U.S. authorities have blamed the Russian government for the months long attack. It reportedly began in July and was detected in December, according to The Wall Street Journal.
The cybersecurity firm FireEye told The New York Times the cyberattack was conducted from within the U.S., often from within the same town or city as the victims of the attack.
The use of domestic servers meant the perpetrators were able to evade the National Security Agency's authority.
"[Russia's Foreign Intelligence Service] is deliberate, they are sophisticated, and they don't have the same legal restraints as we do here in the West," former government intelligence analyst Adam Darrah told the Times, per the Daily Caller.
Saturday's Times reported the extent of the cyberattack now was estimated to have been much larger than originally expected. The Russians accessed about 250 U.S. networks, including Fortune 500 companies and several government agencies such as the Department of Homeland Security, the Treasury Department and the National Nuclear Security Administration.
"We still don't know what Russia's strategic objectives were," Suzanne Spaulding, a former DHS cybersecurity official, told the Times.
"But we should be concerned that part of this may go beyond reconnaissance.
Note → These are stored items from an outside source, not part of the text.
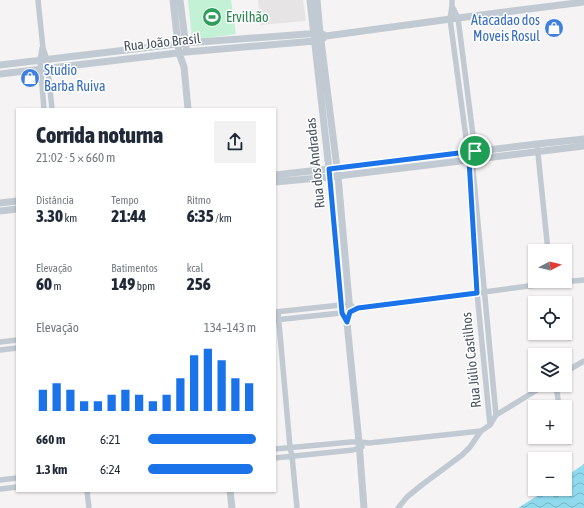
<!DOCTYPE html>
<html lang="pt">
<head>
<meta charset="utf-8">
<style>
  body { margin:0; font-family:"Asap Condensed",sans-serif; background:#f2f2f3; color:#1f2937; height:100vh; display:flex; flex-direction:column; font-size:15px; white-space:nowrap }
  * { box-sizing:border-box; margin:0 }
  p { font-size:13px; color:#747a83 }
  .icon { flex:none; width:22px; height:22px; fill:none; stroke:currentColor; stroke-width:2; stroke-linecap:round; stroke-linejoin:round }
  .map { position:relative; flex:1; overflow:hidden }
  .sheet { position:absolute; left:16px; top:108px; width:260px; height:384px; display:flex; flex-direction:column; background:#fff; border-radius:0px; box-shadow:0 1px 3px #0004 }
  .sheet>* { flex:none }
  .needle { width:26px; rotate:83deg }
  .tools { position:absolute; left:528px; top:244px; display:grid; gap:8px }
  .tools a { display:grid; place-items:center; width:44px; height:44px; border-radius:0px; background:#fff; box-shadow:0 1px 3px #0004; font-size:20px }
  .pin { position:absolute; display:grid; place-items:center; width:34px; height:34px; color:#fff; margin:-17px; border:2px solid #fff; border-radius:50%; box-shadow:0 1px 4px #0007 }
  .round { display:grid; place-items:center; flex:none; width:42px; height:42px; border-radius:0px; background:#f2f2f3 }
  .head { display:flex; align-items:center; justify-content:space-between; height:68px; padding:0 20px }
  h1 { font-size:22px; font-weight:800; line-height:30px }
  .stats { display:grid; grid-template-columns:repeat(3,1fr); gap:6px; height:68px; padding:4px 20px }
  .stats div { display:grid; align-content:center }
  .stats b { font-size:17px; font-weight:800 }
  .stats small { font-size:11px; font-weight:400 }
  .stats p { font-size:11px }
  .chart { height:112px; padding:8px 20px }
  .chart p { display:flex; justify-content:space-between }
  .chart svg { width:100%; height:72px; margin-top:4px; stroke:#1a73e8; stroke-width:6 }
  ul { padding:0 20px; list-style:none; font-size:13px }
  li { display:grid; grid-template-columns:64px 48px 1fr; align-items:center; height:30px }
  li i { height:10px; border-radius:5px; background:#1a73e8 }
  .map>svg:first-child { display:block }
  .education { fill:#e6e4e5 }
  .grass { fill:#c3f1d5 }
  .water { fill:url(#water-waves) }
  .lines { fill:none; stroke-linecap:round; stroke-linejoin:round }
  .minor { stroke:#c1cad2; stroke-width:5.5 }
  .tertiary { stroke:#c1cad2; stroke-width:7 }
  .route-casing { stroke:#fff; stroke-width:8 }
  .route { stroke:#1a73e8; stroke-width:5 }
  .labels { text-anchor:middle; stroke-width:3; stroke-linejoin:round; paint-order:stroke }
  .leisure-label { font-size:14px; fill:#27864d; stroke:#fff; text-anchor:start }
  .shop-label { font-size:14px; fill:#366cbe; stroke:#fff; text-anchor:end }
  .street-label { font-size:14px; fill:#4a5661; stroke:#fff }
</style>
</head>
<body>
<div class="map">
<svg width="584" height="508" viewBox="0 0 584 508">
  <defs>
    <pattern id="water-waves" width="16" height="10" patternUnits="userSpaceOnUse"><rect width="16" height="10" fill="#90daee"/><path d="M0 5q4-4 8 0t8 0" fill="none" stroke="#78b4c4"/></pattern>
  </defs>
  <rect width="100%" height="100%" fill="#f5f3f3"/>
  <path class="education" d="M258 0H303L306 21 260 25Z"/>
  <path class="grass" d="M188 0H231L236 34 192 40Z"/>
  <path class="water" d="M584 464V508H518L548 489H565V477Z"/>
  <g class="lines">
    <path class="minor" d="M38 0 43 48 47 60 52 109
      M452 0V6L450 19 469 160 477 293 490 425
      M452 6 458 18 475 151 472 159 496 415
      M42 48 40 61 44 109
      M537 144 548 251
      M275 312 341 305 349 304 352 306
      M278 312 290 447 292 456 297 508
      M275 320 350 312 358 309 551 283 584 280
      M0 342 17 340
      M0 350 17 348
      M565 372 584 361
      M556 385 559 407
      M563 437 564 441
      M275 449 351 442H359L369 443 481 431
      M275 458 353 450 362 447
      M0 480 17 478
      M0 489 17 487
      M87 491 89 508
      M398 508 407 497 423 484 462 455 470 447 481 431 490 425 496 415 545 385"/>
    <path class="tertiary" d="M173 0 179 53 184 67 188 109
      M180 0 186 47
      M310 0 329 169 342 313 347 323
      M317 0 320 33 338 176 350 312 347 323 359 442 364 508
      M0 65 185 43 320 33 324 35
      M0 74 186 52 315 41 321 40 326 36 458 18 584 2
      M275 175 337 168 537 144 584 139
      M275 182 329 177 584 146
      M0 203 17 201
      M0 211 17 209
      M230 491 232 508"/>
  </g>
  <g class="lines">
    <g class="route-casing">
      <path id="route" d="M475 151 472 159 469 160 477 293 358 308 350 312 347 322 342 313 329 169Z"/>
    </g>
    <use href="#route" class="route"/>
  </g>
  <defs>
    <g id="stadium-disc" transform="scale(1)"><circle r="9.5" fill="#2e9e5b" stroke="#fff"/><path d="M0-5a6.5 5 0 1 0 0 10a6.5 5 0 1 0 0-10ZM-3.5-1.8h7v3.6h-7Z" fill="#fff"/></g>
    <g id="shop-disc" transform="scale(1)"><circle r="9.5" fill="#3f7fe0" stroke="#fff"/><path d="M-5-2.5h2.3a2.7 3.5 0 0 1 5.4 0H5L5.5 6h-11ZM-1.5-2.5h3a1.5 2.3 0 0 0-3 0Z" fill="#fff"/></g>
  </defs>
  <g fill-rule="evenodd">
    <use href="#stadium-disc" x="212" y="17"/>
    <use href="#shop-disc" x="554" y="28"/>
    <use href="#shop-disc" x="30" y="78"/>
  </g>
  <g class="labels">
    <g class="leisure-label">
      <text x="226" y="22">Ervilhão</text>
    </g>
    <g class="shop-label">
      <text x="540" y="25">Atacadao dos<tspan x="540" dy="16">Moveis Rosul</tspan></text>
      <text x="44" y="75" text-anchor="start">Studio<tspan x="44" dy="16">Barba Ruiva</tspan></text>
    </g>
    <g class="street-label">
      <text transform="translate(162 42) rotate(-6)" y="5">Rua João Brasil</text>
      <text transform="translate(315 163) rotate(-96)" y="5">Rua dos Andradas</text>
      <text transform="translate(471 360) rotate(-96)" y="5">Rua Júlio Castilhos</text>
    </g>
  </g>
</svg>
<div class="tools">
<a><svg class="needle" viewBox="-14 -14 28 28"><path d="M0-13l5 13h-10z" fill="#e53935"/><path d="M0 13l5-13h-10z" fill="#747a83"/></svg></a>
<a><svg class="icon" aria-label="locate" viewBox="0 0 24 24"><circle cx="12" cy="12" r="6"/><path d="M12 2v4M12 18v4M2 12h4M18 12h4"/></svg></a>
<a><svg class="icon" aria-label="layers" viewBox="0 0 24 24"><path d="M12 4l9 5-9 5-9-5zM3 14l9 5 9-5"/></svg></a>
<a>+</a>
<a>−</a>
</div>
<div class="pin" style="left:475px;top:151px;background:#1e9e55"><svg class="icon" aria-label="arrive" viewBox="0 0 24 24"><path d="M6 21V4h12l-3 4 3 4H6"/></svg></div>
<section class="sheet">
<div class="head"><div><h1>Corrida noturna</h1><p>21:02 · 5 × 660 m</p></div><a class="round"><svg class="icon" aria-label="share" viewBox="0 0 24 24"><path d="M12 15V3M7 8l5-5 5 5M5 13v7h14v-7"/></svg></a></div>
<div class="stats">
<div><p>Distância</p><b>3.30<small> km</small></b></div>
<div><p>Tempo</p><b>21:44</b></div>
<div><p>Ritmo</p><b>6:35<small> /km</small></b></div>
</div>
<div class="stats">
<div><p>Elevação</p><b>60<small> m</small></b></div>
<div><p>Batimentos</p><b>149<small> bpm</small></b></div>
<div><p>kcal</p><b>256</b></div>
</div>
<div class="chart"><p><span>Elevação</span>134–143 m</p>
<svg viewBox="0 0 160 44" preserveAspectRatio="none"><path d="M5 44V31M15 44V27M25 44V31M35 44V38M45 44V38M55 44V34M65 44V31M75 44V34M85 44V38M95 44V34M105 44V24M115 44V10M125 44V6M135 44V13M145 44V24M155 44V27"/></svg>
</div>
<ul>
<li><b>660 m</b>6:21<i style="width:100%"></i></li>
<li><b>1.3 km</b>6:24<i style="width:97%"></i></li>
</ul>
</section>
</div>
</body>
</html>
Their goal may be to put themselves in a position to have leverage over the new administration."
It is not known how much sensitive data the hackers obtained, the Times said. Officials fear the perpetrators might have obtained the official U.S. plan for restoring power during a potential future nationwide blackout.
President Donald Trump tweeted Dec. 19:
"The Cyber Hack is far greater in the Fake News Media than in actuality. I have been fully briefed and everything is well under control."
Trump added China might have conducted the attack in a follow-up tweet.
Secretary of State Mike Pompeo and then-Attorney General William Barr, however, both said Russian hackers committed the attack.